For Yahoo, a need to move at Web speed
A decade after figuring out what works online, Web pioneer Yahoo Inc. is trying to figure out what works online.
Yahoo Inc. attracts more visitors each month than any other Internet site and trails only Google Inc. in online-advertising revenue. But it’s wrestling with the same disruptive forces hammering old and new media alike: rapidly evolving technology, changing audience tastes and growing competition.
Shares of the Sunnyvale, Calif.-based company fell 2% on Wednesday in a sign that investors were hoping for more from a corporate restructuring designed to sharpen the focus on users and advertisers.
Several top Yahoo executives tendered their resignations in Tuesday’s shake-up, joining notables from AOL, CBS Digital and Fox Interactive Media in stepping aside as their companies navigate a media marketplace that’s changing at Web speed -- that is, the speed of light.
“Good times are back online, and yet good companies are scrambling to keep up,” said David Card, an analyst with Jupiter Research. “And everybody’s just trying to keep up with Google, which is very hard.”
Despite Yahoo’s success over the last decade, its considerable advertising connections and its hundreds of millions of global users, the company is struggling to find itself, analysts said.
As traditional media companies try to be more like Yahoo, Yahoo is trying to be more like Google, which is far more efficient at turning clicks from its visitors into cash from its advertisers.

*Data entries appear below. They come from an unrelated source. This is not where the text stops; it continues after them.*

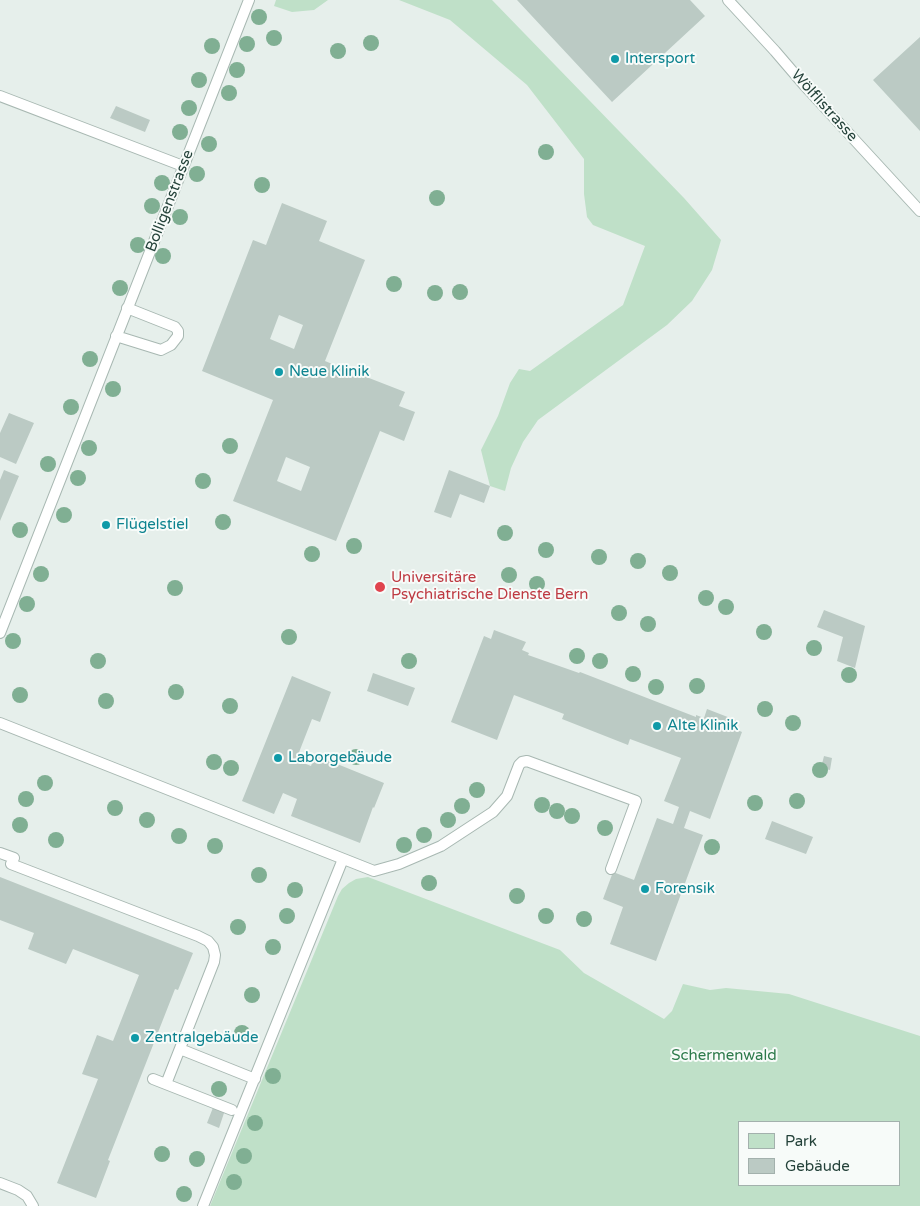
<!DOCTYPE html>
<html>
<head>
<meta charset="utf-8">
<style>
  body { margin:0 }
  #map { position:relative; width:920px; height:1206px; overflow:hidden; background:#e6efeb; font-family:"Varela Round",sans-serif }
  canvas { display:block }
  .legend { position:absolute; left:738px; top:1121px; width:162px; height:65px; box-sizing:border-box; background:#f7fbf9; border:1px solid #a3b1ad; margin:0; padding:6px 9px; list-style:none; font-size:15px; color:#24423a }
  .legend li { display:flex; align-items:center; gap:10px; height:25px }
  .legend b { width:25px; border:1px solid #a3b1ad }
</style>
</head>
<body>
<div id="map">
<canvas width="920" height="1206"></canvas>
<ul class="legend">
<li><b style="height:14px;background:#bfe0c8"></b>Park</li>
<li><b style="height:14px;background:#bbcac4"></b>Gebäude</li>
</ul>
</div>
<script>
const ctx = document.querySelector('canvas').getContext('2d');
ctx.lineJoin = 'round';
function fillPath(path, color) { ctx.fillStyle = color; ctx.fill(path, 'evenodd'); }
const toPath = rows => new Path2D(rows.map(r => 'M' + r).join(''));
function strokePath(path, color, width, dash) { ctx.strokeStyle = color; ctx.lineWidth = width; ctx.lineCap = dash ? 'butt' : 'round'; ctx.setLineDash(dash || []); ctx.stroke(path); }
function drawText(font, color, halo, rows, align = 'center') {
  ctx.font = font + ' "Varela Round",sans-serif'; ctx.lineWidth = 4; ctx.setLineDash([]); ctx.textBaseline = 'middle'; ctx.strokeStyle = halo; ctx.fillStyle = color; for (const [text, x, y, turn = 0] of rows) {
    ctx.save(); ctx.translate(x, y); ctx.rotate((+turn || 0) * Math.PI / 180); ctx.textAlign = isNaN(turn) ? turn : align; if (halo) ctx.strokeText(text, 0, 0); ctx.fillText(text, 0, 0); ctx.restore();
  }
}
const green = toPath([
  [276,0,328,0,314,10,292,12,274,6],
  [399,0,492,0,684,198,721,240,712,270,692,301,667,325,538,420,523,442,511,468,505,491,490,486,481,450,498,416,510,383,519,369,530,371,623,305,645,246,593,225,587,217,584,194,584,159,527,85,450,20],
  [368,877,560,950,584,973,664,1019,672,1011,683,984,710,990,726,988,789,994,920,1036,920,1206,210,1206,338,896,342,889,349,883,356,879],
  [739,1122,899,1122,899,1185,739,1185]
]);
const building = toPath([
  [517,0,690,0,705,16,612,102],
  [920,37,920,131,873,80],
  [116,106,150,120,145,132,110,118],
  [282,203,327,221,319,241,365,260,325,361,344,369,346,367,349,367,351,371,405,392,399,406,415,412,404,441,380,431,336,541,233,501,273,400,202,371,253,240,266,245],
  [279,315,303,325,294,349,270,339],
  [286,457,310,467,301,491,277,481],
  [9,413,34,423,16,464,0,457,0,433],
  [4,470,19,476,0,521,0,480],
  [449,470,490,486,484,503,460,494,451,518,434,512],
  [824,610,865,626,855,668,837,661,843,637,817,627],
  [494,630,526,642,522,650,529,653,528,655,579,673,580,672,696,717,696,715,704,718,707,709,738,721,735,729,742,732,710,819,690,811,684,828,703,835,656,961,610,944,623,907,603,899,613,872,634,880,657,818,673,824,679,807,664,801,681,758,630,739,628,745,562,719,564,714,514,695,497,740,451,722,484,636,491,639],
  [373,673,415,688,408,706,367,691],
  [292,676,331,692,320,722,312,719,296,760,311,766,315,755,384,783,374,808,373,807,360,843,291,816,297,799,283,793,274,814,242,801],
  [824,756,832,758,830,770,821,768],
  [772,821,813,837,806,854,765,839],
  [0,877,193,953,178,990,175,989,108,1160,110,1161,96,1198,57,1183,98,1079,82,1074,97,1035,113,1041,139,975,73,949,66,964,28,949,34,933,0,920],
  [214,1105,225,1110,219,1128,207,1123]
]);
const lane = toPath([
  [728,0,775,51,805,86,920,211],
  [0,96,183,166],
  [116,336,161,350,171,345,178,336,178,331,175,327,127,308],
  [0,633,249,0],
  [0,723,374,871,399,864,441,846,493,812,507,796,519,765,522,762,527,761,636,801,611,869],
  [0,853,14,858,11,864,198,936,208,941,213,947,215,955,214,962,166,1084],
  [180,1049,255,1079],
  [153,1079,232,1110],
  [0,1183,18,1190,27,1196,33,1206],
  [203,1206,343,859]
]);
const trees = [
  [259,17],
  [274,38],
  [371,43],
  [247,44],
  [212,46],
  [338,51],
  [237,70],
  [199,80],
  [229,93],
  [189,108],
  [180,132],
  [209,144],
  [546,152],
  [197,174],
  [162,183],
  [262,185],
  [437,198],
  [152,206],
  [180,217],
  [138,245],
  [163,256],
  [394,284],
  [120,288],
  [460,292],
  [435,293],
  [90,359],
  [113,389],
  [71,407],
  [230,446],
  [89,448],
  [48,464],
  [78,478],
  [203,481],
  [64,515],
  [223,522],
  [20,530],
  [505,533],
  [354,546],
  [546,550],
  [312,554],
  [599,557],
  [638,561],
  [670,573],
  [41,574],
  [509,575],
  [537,584],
  [175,588],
  [706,598],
  [27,604],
  [726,607],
  [619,613],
  [648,624],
  [764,632],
  [289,637],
  [13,641],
  [814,648],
  [577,656],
  [98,661],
  [409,661],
  [600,661],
  [633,674],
  [849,675],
  [697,686],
  [656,687],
  [176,692],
  [20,695],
  [106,701],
  [230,706],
  [765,709],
  [793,723],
  [356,757],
  [214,762],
  [231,768],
  [820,770],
  [45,783],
  [477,790],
  [26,799],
  [797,801],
  [755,803],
  [542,805],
  [462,806],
  [115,808],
  [557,811],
  [572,816],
  [147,820],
  [448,820],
  [20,825],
  [605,828],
  [424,835],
  [179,836],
  [56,840],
  [404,845],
  [215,846],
  [712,847],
  [259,875],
  [429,883],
  [295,890],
  [517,896],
  [287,916],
  [546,916],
  [584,919],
  [238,927],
  [273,947],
  [252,995],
  [242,1033],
  [273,1076],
  [219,1089],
  [255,1123],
  [162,1154],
  [244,1156],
  [197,1159],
  [234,1182],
  [184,1194]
];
const markers = [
  [615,59,5,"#0f9aa8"],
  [279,372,5,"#0f9aa8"],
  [106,525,5,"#0f9aa8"],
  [380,587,6,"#e0444e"],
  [657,726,5,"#0f9aa8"],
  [278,758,5,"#0f9aa8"],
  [645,889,5,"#0f9aa8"],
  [135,1038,5,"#0f9aa8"]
];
const cultureNames = [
  ["Intersport",625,59],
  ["Neue Klinik",289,372],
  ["Flügelstiel",116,525],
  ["Alte Klinik",667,726],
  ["Laborgebäude",288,758],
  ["Forensik",655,889],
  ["Zentralgebäude",145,1038]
];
const streetNames = [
  ["Wölflistrasse",824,106,48],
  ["Bolligenstrasse",170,201,-69]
];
const healthNames = [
  ["Universitäre",391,578],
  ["Psychiatrische Dienste Bern",391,595]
];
const parkNames = [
  ["Schermenwald",724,1056]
];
fillPath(green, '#bfe0c8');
fillPath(building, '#bbcac4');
strokePath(lane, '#a8b8b2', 12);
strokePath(lane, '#fff', 10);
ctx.fillStyle = '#80af93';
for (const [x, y] of trees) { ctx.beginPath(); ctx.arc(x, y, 8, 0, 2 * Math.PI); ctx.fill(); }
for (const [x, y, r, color] of markers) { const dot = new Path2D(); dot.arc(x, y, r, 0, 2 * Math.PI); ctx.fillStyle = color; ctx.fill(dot); strokePath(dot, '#f7fbf9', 2); }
drawText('15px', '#0d838f', '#f7fbf9', cultureNames, 'left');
drawText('15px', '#24423a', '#f7fbf9', streetNames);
drawText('15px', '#be3a42', '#f7fbf9', healthNames, 'left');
drawText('15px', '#2d7a4b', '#f7fbf9', parkNames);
</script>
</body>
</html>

“Yahoo is the first of the purely Internet media companies to experience an identity crisis,” said Tim Hanlon, a senior vice president at Denuo, the media consulting arm of ad giant Publicis Groupe.
“A lot of digital media companies are going to start having a lot of nervous breakdowns themselves.”
The restructuring is Chief Executive Terry Semel’s most public admission that Yahoo is having trouble innovating at a high pace. Yahoo’s stock price is off more than 30% this year, while Google’s is up 18%. Yahoo shares fell 57 cents Wednesday to $26.86.
Only two years ago investors were lauding Semel, a former co-chairman of Warner Bros., for rescuing Yahoo from the dot-com bust after he joined in 2001. But now some are asking whether Semel is the right executive to lead the company through its next phase.
“He’s certainly been the right guy to run it over the last five years,” said Citigroup analyst Mark Mahaney. “He turned the company around. Whether he’s the right guy to run it the next five years, I’m not sure.”
For his part, Semel said in an interview that he was “having a great time” running Yahoo, which two Stanford grad students started as an online directory in 1994. Semel said the company’s first five years or so were about building an audience. The next five, which he oversaw, were about building products. Now Yahoo is entering its third phase: focusing on its users and advertisers.
“I see this as an enormous opportunity for our company,” he said. “I’m someone who believes in change.”
But recently the world has been changing faster than Yahoo.
The site attracts 130 million U.S. Web surfers a month, according to research firm ComScore Networks, and is the Web’s largest broker of brand-oriented display ads. Many of its properties, including news and e-mail, rank at or near the top of their categories.
“Yahoo still has a very big, loyal audience,” Card said.
But Time Warner Inc.'s AOL and Microsoft Corp.'s MSN are competing more strongly for advertising dollars, and Google is better than Yahoo at matching targeted ads with search-engine results, said Mark Kingdon, CEO of ad agency Organic Inc.
Meanwhile, community websites such as Fox’s MySpace and Google’s YouTube are gaining traffic and advertisers. Yahoo has acquired several social-media operations, such as the bookmarking site Del.icio.us and the photo-sharing site Flickr, but has yet to incorporate them broadly across its properties.
“Simply because Yahoo was a pioneer in the industry doesn’t ensure its success forever,” Kingdon said. “A smart idea grew into a major portal. Now, that major portal must transform itself. At Yahoo’s size, that is a big, significant challenge.”
Somewhere along the way, Yahoo began to closely resemble the traditional media companies it was supposed to displace, Denuo’s Hanlon said.
“I think Yahoo has been a victim of its own success,” he said. “They have truly made the transition from being a start-up, renegade, change-the-world kind of company to being part of the classic media club. With that change, your wardrobe needs to change. You have to act differently.”
Semel said he reorganized the company in part to help it move more quickly. Yahoo now has three main divisions, focusing on users, advertisers and the technology to support the two.
Announcing their departures were Chief Operating Officer Dan Rosensweig, a former magazine and Internet publishing executive, and Yahoo Media Group head Lloyd Braun, a former chairman of ABC television.
Chief Financial Officer Sue Decker was elevated to oversee the advertiser group. The company said it was beginning an outside search for an executive to run the division focused on users.